Tadanobu Asano is outstanding in the central role. Commanding and sympathetic, he draws us in, making us eager to understand more about how Temudgin works his way toward his destiny. Some actors are great playing leaders, but not identifiable humans. Others can be relatable, without selling us on the idea that others would follow them. Asano does both superbly, in much the same way that Russell Crowe did in Master and Commander.
There are, of course, some battle scenes, which are magnificently staged. They feel real, rather than the overly-staged and -choreographed battles that sometimes mar historical epics (Troy, Kingdom of Heaven, etc.). The sense of danger is conveyed, as is the sense of strategy Temudgin brought to combat. This is most notable in the finale, when he leads his outnumbered troops into battle with some innovative tactics.
Gorgeous, atmospheric cinematography and art design add to the realism. Mongol is the kind of movie you can get lost in. It's amazing to look at without ever being "showy" or taking you out of the story. The first-rate production values add something palpable to the film's historic value.

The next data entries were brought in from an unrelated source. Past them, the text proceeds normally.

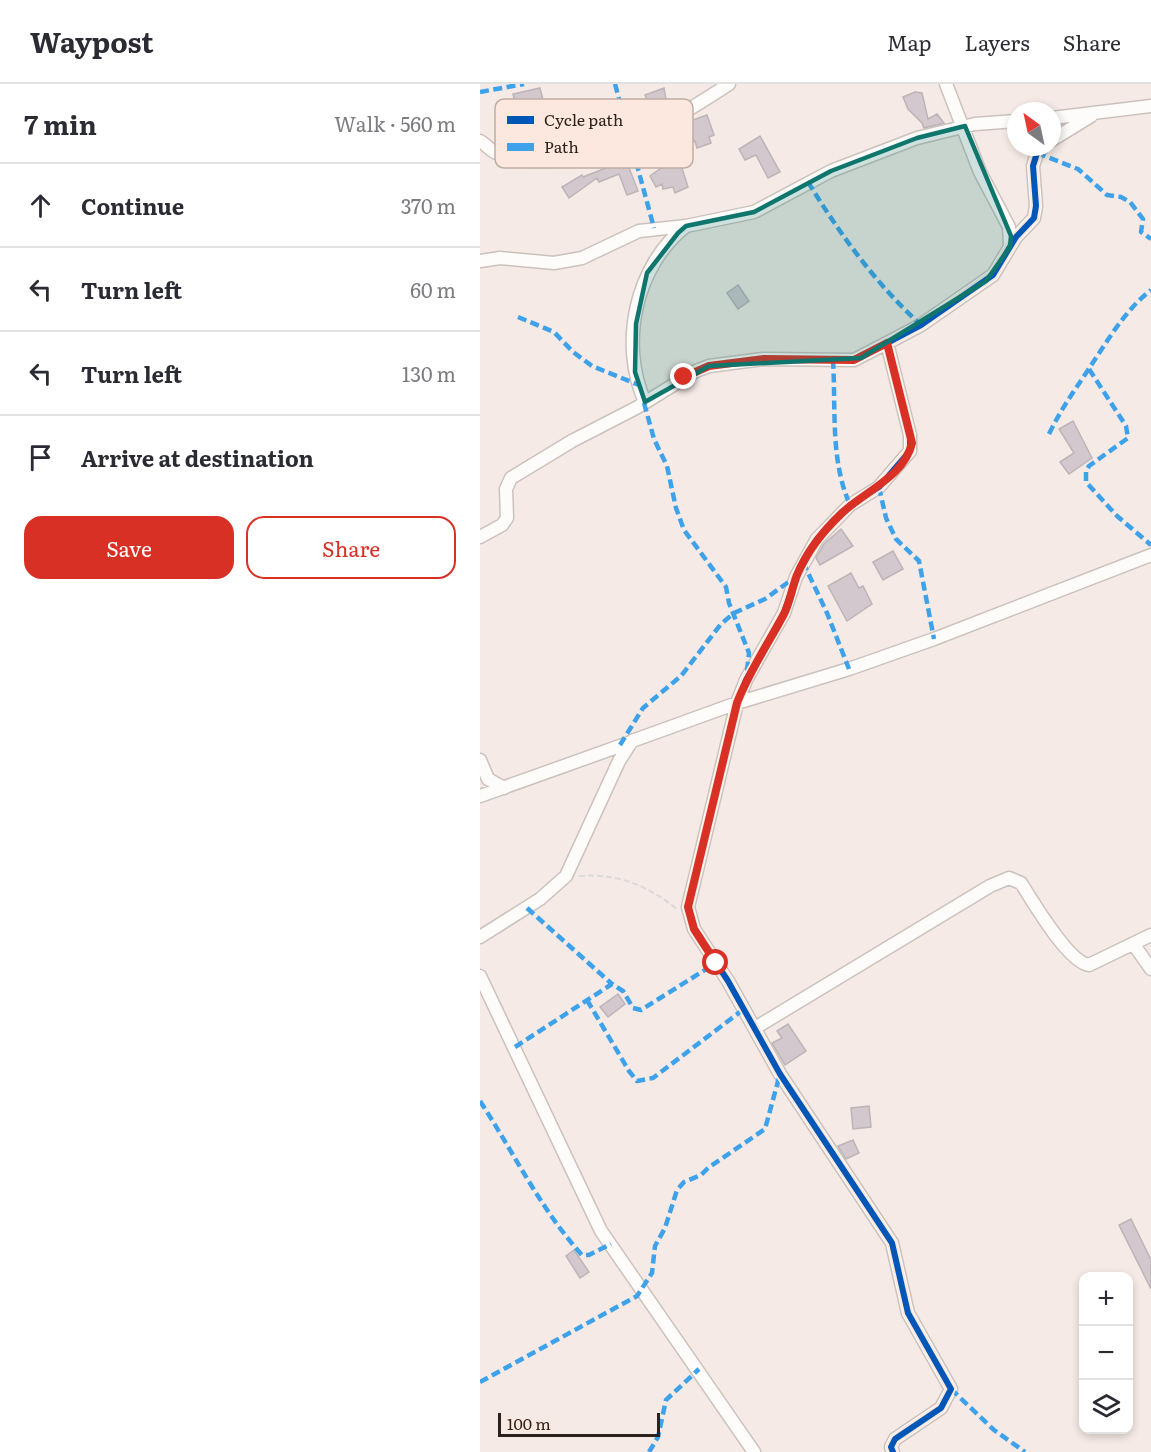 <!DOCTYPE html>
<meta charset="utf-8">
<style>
:root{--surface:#fff;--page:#f7f7f7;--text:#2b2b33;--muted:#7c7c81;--line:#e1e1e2;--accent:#d93025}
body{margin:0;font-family:Literata,serif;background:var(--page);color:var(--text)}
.controls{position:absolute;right:18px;bottom:18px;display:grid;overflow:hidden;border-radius:12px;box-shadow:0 3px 9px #0003}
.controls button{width:54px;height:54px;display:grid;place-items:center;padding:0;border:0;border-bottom:2px solid var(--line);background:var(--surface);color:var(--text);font:30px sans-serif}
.compass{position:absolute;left:527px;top:18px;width:54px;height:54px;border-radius:50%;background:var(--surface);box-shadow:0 3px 9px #0003;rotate:327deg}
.scale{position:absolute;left:18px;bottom:15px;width:162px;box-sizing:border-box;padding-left:6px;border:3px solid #2d221b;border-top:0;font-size:16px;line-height:21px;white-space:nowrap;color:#2d221b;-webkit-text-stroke:4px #fce8de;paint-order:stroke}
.stop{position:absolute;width:18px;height:18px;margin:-14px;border:4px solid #d93025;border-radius:50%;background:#fff}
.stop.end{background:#d93025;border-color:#fff;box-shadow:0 2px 6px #0008}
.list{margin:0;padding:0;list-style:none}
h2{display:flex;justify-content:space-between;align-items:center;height:78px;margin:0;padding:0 24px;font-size:26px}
h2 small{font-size:20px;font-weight:400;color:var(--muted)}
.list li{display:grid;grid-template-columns:39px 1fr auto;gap:18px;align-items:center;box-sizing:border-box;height:84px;padding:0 24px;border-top:2px solid var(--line)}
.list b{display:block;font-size:22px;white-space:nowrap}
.list em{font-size:20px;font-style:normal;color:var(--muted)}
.actions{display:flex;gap:12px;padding:18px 24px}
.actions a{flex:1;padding:14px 0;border:2px solid var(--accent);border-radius:18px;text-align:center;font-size:21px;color:var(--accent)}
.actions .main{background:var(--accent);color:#fff}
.icon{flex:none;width:33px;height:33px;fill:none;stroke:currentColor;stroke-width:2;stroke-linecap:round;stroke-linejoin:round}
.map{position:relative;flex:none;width:671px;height:1368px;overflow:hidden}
header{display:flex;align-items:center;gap:36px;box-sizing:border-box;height:84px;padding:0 30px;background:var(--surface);border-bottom:2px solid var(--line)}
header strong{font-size:28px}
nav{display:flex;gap:33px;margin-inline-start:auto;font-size:21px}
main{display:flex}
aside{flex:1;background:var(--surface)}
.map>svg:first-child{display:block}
.building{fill:#d3c8ce;stroke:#bcb4b6;stroke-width:1.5}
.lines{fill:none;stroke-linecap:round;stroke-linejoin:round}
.minor-casing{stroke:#ccc2bc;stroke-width:15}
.path{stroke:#dcd9d7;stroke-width:2;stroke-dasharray:6 3;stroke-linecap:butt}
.minor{stroke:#fefcfb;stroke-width:12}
.quiet{stroke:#3ea2ea;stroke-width:4.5;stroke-dasharray:9 4.5;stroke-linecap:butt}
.cycleway-casing{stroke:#fce8de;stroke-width:10}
.cycleway{stroke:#0057b8;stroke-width:6}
.route{stroke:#d93025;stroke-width:8}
.marked{fill:#0f766e;fill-opacity:0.2;stroke:#0f766e;stroke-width:4.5;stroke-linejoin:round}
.key{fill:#fce8de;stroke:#beada4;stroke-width:1.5}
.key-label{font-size:16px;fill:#2d221b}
</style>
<header>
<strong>Waypost</strong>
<nav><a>Map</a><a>Layers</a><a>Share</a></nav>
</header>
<main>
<aside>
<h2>7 min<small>Walk · 560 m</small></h2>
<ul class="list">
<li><svg class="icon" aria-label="ahead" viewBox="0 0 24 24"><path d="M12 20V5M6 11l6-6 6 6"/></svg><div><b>Continue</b></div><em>370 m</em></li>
<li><svg class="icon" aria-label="left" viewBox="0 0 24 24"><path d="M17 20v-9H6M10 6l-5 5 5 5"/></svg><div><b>Turn left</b></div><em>60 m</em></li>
<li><svg class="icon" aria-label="left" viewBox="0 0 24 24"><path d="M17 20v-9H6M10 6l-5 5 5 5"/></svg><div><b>Turn left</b></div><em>130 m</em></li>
<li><svg class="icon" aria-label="arrive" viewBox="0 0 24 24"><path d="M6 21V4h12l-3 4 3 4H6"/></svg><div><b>Arrive at destination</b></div></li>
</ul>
<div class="actions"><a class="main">Save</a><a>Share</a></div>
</aside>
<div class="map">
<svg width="671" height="1368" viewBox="0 0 671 1368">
<rect width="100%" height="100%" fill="#f5eae5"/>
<path class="building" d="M60,4L63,16L58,17L59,25L50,27L51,33L39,36L33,10Z
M184,4L188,28L174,35L165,11Z
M435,8L442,9L448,35L457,30L464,39L444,44L442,39L428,25L423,13Z
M227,31L234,51L229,53L231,59L217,64L215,57L208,59L202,40Z
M280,52L300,88L288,94L276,71L265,76L259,65Z
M198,72L208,103L195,109L193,103L183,105L182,100L176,103L170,92Z
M146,76L158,107L147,111L139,90L119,98L117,94L89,114L82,103L102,91L103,93Z
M258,201L269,217L258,225L247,209Z
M593,337L612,374L589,390L580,378L594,369L579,345Z
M361,445L373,462L340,481L336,474L344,460Z
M413,467L423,485L403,496L393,478Z
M371,489L379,504L383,502L392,520L367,537L348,502Z
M138,910L145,920L128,933L120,923Z
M308,940L326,967L305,981L292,959L302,954L297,947Z
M389,1022L391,1043L373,1045L371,1024Z
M373,1056L379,1069L366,1075L358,1062Z
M651,1135L671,1176V1205L639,1141Z
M94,1166L109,1188L100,1194L86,1172Z"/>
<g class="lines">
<defs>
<path id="minor" d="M466,0L500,88L529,143L530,161
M572,34L671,22
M572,56L611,32
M0,57C7,61 11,68 19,70C97,96 185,42 249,0
M0,177L20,174L74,179L102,174L159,147L206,142L274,128L351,87L437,54L495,40L536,37
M165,318C139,260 155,182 206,142
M0,453L22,441L27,434L26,405L31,394L92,357L156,324L216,287L229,282L283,275L374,276L407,259
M0,676L8,695L24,704
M0,712L151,658
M0,853L60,815L86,792L139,677L152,657L257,619L369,585L454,555L671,471
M654,861L671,885
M0,892L121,1147L274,1368
M275,944L510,802L529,794L541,799C553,818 588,878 609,881L671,851
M413,1368L411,1363L415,1355L461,1324L471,1305L428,1229L412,1159L300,990L248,897L214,845L208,823L257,619L266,596L304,529L316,493L337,455L370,421L399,403L430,367V351L407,259L441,241L513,191L536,153L554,134L556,122L553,82L557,69L563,63"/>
</defs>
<use href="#minor" class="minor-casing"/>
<path class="path" d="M99,792C138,789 169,802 198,826"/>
<use href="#minor" class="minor"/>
<path class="quiet" d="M135,0L174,144
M0,8L44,0
M557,69L598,85L627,111L641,113L650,118L663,135L661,148L671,155
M328,98C360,150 395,199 441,241
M38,233L74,248L93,268L112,282L159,301
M353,276C356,325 350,376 370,421
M609,285L646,342L648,354L609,382L606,387V398L637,432L671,461
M164,319L174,355L187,382L196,424L204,446L246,503L249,519L269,569L267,587
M569,350C581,325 593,309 608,286C627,258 644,227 671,206
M399,403L406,434L416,455L439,477L454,555
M323,478L347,529L369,585
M140,661L163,624L201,592L241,540L254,529L285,515L314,494
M47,824L132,900
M107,916L149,987L157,997L173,994L264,925
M35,963L132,900L143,907L153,924L161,926L236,879
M0,1017C34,1069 61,1126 102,1171H109L131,1160
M0,1298L157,1212L172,1189L175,1162L185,1144L197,1106L204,1098L221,1091L228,1084L285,1045L300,990
M471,1305L514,1346L545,1368
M169,1368L178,1353L186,1316L219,1285"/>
<defs>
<path id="cycleway" d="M413,1368L411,1363L415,1355L461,1324L471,1305L428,1229L412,1159L300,990L248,897L214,845L208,823L257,619L266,596L304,529L316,493L337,455L370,421L399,403L430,367V351L407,259L441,241L513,191L536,153L554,134L556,122L553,82L557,69L563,63"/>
</defs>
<use href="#cycleway" class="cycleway-casing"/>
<use href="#cycleway" class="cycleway"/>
</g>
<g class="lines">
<path class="route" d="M204,293L229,282L284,275L374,276L407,259L432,359C424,393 385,407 362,429C343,447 327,467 317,491C312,504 310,518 304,530C288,560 269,588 257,619L208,823L214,845L236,879"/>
</g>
<path class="marked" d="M485,42L531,152L530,163L506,197L381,274L229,282L165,318L155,288L156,240L167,189L198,149L206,142L274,128L351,87L437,54Z"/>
<rect x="15" y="15" width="198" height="69" rx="9" class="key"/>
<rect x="27" y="32" width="27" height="8" fill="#0057b8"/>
<rect x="27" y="59" width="27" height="8" fill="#3ea2ea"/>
<g class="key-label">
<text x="64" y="42">Cycle path</text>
<text x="64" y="69">Path</text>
</g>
</svg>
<div class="controls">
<button>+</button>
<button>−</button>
<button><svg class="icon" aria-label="layers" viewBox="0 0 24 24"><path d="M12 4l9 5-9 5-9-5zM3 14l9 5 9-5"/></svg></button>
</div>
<svg class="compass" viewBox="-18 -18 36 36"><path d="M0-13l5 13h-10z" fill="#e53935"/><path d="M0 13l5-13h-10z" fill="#7c7c81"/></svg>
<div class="scale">100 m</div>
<div class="stop" style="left:236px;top:879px"></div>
<div class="stop end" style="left:204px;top:293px"></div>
</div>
</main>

Mongol ends with Temudgin about to embark on the events that would turn him into Genghis Khan and earn him eternal recognition. There's an old saying about how the journey is more important than the destination. In his case, the destination was pretty significant too, but the journey there undoubtedly makes for a riveting cinematic experience.
( 1/2 out of four)
Mongol will be available on DVD and Blu-ray in its original widescreen format on October 14. There are no special features, but the movie looks and sounds phenomenal on DVD.
Mongol is rated R for sequences of bloody warfare. The running time is 2 hours and 6 minutes.